* Work to complete
Beginning at the first line of the data, print each line exactly, stopping after the line that contains "position:absolute; left:18px; top:18px;".

* Task material
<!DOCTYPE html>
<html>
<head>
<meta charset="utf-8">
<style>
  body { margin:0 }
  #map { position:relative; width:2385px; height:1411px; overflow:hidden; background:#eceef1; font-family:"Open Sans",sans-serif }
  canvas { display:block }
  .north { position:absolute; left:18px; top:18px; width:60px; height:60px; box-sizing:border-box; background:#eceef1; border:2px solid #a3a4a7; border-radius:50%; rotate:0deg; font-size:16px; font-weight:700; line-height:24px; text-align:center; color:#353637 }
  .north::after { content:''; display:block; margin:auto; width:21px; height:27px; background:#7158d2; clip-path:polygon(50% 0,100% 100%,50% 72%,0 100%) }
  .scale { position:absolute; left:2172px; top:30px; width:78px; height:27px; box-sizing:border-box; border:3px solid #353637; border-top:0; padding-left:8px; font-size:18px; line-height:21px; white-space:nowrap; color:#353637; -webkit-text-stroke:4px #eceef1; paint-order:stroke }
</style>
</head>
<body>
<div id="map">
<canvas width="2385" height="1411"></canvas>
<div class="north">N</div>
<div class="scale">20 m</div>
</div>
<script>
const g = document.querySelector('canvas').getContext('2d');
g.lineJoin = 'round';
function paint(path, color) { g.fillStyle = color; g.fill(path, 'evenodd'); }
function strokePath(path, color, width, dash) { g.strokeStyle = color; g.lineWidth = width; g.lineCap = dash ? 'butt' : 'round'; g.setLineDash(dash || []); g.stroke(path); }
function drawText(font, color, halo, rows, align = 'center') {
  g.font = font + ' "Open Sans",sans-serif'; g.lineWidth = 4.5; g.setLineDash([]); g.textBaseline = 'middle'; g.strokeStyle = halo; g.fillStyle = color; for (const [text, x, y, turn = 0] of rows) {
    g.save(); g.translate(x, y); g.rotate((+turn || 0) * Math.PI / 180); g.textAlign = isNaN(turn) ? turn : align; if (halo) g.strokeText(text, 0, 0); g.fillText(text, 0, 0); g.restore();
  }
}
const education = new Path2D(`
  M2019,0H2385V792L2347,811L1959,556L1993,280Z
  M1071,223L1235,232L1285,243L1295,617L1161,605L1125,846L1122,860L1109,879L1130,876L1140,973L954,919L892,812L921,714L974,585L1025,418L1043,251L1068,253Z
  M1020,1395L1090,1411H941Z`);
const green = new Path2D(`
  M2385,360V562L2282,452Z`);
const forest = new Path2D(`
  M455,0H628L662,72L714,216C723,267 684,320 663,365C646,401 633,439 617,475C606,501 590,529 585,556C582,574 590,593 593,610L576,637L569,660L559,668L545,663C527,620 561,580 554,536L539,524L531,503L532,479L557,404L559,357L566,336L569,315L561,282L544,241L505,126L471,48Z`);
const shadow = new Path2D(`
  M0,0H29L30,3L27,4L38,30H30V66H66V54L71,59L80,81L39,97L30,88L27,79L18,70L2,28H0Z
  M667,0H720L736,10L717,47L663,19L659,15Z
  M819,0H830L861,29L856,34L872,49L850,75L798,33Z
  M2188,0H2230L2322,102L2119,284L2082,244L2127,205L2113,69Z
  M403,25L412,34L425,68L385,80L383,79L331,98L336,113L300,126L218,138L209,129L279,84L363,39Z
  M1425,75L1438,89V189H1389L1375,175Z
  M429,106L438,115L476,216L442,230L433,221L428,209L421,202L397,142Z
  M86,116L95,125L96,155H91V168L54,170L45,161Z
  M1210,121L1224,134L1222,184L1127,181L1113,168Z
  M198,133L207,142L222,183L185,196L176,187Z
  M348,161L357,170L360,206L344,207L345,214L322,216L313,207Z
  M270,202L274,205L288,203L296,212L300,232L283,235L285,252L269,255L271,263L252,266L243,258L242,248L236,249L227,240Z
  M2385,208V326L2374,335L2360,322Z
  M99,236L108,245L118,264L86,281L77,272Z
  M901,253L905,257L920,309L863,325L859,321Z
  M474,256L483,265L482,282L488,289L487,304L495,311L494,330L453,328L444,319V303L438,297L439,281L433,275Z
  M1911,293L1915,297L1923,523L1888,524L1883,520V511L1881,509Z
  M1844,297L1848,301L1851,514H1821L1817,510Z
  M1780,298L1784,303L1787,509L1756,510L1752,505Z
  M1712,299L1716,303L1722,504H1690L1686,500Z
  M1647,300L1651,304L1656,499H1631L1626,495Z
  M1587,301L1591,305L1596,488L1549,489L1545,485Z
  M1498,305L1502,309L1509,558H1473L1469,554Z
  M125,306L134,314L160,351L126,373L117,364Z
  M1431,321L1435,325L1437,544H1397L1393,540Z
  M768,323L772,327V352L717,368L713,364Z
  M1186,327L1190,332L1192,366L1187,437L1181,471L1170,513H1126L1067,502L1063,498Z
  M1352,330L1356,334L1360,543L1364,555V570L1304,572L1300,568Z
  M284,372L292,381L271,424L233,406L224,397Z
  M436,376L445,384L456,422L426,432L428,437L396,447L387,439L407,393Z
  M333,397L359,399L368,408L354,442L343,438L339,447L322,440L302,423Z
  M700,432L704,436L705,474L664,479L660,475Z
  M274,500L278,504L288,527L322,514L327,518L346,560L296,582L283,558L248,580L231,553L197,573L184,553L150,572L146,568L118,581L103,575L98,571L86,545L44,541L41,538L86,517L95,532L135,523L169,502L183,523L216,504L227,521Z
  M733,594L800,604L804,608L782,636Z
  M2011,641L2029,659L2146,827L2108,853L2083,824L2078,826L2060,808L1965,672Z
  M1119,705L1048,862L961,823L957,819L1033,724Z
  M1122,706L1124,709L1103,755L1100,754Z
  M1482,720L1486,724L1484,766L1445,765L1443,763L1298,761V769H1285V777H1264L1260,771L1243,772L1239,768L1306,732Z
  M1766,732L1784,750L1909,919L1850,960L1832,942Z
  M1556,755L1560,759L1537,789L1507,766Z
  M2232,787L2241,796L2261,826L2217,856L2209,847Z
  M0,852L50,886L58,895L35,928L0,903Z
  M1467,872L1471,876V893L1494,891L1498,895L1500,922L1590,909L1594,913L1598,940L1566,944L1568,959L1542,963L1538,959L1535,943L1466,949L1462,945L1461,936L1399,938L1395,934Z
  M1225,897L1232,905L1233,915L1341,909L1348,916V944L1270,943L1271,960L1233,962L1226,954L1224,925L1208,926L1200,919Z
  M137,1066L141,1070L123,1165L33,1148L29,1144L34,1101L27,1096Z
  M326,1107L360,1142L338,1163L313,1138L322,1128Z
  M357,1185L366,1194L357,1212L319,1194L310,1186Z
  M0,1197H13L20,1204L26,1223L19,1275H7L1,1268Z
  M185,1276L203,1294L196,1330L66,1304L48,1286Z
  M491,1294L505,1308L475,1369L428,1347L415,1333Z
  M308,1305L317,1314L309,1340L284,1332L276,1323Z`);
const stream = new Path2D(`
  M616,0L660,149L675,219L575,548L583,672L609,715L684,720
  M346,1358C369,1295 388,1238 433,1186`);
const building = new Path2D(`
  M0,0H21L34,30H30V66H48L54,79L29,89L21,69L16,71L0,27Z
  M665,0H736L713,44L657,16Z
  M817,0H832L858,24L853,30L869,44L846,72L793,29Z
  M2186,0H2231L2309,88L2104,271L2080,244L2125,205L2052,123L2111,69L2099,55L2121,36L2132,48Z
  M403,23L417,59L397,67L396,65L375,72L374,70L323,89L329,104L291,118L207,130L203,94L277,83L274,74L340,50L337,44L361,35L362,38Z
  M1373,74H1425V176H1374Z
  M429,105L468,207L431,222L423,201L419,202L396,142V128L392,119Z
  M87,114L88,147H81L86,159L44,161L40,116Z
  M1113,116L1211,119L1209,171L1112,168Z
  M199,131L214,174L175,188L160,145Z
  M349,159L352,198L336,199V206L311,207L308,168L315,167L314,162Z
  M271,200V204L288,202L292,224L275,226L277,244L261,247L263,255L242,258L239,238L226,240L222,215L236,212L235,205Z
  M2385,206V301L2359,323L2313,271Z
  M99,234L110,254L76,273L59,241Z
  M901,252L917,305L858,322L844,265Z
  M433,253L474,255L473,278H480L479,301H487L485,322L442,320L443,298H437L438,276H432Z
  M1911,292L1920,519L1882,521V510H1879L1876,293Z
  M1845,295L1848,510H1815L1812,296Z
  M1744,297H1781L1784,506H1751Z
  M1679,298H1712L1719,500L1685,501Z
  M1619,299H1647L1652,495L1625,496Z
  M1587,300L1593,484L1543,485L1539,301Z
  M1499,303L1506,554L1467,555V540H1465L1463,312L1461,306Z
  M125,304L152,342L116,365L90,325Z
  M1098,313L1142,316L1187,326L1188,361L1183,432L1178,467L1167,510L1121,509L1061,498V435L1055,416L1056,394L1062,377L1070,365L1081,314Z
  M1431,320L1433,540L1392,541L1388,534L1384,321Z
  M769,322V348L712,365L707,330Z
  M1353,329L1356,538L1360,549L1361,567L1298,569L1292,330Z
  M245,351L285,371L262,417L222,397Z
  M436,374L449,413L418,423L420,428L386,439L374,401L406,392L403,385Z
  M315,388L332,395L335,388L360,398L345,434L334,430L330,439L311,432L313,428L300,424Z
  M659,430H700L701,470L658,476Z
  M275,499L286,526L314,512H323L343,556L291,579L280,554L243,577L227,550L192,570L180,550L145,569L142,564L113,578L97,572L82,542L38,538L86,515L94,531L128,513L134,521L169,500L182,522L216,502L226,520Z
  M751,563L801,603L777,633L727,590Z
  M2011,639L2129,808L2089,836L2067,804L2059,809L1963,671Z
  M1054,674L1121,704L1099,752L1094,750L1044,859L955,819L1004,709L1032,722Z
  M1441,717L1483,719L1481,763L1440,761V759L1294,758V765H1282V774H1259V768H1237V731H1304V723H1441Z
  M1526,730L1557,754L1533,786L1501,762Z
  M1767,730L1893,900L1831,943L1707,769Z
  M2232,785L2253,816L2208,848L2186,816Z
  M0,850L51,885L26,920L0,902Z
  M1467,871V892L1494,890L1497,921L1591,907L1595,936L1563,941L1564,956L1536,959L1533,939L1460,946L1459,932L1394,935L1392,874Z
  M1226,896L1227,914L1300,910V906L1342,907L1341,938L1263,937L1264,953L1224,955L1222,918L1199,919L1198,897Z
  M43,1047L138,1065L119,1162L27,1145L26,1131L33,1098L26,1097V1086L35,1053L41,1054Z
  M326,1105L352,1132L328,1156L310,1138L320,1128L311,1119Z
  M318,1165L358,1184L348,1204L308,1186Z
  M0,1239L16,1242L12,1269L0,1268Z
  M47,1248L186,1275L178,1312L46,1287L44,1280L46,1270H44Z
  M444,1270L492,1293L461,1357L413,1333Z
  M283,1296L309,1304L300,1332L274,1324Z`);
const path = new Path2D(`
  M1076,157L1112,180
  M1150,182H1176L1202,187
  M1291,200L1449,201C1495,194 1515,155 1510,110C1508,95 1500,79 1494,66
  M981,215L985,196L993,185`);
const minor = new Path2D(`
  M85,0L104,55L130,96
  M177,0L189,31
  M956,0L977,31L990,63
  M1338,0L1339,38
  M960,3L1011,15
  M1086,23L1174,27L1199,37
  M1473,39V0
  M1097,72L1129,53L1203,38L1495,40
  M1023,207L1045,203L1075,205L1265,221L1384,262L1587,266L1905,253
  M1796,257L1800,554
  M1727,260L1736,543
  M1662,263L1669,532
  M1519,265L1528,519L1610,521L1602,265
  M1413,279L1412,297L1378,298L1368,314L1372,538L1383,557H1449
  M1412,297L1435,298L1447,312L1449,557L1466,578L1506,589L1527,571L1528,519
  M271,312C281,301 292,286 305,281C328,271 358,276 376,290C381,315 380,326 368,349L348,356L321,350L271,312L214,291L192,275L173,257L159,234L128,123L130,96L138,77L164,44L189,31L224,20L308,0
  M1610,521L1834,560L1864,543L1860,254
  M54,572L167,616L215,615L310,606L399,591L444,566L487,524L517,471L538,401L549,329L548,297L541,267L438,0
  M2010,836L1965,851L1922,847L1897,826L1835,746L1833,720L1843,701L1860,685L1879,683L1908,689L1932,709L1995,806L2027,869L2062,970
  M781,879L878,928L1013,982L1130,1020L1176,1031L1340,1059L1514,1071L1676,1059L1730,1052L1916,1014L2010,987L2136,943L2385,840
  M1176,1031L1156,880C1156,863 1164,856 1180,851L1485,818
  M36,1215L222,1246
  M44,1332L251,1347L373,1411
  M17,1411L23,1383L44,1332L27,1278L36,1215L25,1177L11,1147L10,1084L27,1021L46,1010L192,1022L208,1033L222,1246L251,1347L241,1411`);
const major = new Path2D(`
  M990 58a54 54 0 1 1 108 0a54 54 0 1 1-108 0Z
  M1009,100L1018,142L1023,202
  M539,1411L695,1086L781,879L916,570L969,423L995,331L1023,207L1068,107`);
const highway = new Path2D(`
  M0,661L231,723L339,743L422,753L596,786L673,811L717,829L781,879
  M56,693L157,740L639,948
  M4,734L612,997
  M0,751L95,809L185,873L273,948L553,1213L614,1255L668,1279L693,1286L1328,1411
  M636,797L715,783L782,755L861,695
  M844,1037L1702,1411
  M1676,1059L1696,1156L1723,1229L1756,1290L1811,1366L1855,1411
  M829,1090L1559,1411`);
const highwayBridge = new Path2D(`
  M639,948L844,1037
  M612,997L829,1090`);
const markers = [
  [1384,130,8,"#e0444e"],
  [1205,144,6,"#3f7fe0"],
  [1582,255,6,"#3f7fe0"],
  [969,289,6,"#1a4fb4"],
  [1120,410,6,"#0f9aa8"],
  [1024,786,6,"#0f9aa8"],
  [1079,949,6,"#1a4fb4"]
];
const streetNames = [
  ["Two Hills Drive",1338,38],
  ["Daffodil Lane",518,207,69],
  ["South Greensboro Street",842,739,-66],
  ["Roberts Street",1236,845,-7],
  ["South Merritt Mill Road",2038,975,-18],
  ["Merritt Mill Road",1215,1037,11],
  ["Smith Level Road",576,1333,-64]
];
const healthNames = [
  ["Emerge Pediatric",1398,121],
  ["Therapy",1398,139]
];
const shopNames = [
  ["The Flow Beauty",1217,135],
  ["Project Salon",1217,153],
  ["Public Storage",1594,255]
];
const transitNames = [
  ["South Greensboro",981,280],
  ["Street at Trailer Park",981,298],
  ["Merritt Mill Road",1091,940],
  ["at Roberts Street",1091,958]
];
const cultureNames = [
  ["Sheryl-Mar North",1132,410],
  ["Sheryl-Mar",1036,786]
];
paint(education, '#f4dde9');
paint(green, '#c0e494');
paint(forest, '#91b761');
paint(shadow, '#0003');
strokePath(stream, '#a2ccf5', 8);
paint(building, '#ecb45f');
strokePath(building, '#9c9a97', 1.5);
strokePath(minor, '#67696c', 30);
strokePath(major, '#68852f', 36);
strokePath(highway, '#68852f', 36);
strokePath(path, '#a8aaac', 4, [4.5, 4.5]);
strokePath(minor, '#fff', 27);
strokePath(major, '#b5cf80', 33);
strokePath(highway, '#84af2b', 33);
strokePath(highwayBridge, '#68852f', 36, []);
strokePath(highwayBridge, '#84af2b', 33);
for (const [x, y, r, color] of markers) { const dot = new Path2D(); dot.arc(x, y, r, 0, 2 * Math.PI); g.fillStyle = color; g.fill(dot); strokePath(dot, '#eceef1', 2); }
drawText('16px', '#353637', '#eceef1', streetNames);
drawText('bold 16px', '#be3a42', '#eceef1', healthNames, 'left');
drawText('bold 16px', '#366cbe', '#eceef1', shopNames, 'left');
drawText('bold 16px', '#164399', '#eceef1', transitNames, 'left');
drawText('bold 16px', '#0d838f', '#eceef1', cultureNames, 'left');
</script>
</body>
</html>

* Answer box
<!DOCTYPE html>
<html>
<head>
<meta charset="utf-8">
<style>
  body { margin:0 }
  #map { position:relative; width:2385px; height:1411px; overflow:hidden; background:#eceef1; font-family:"Open Sans",sans-serif }
  canvas { display:block }
  .north { position:absolute; left:18px; top:18px; width:60px; height:60px; box-sizing:border-box; background:#eceef1; border:2px solid #a3a4a7; border-radius:50%; rotate:0deg; font-size:16px; font-weight:700; line-height:24px; text-align:center; color:#353637 }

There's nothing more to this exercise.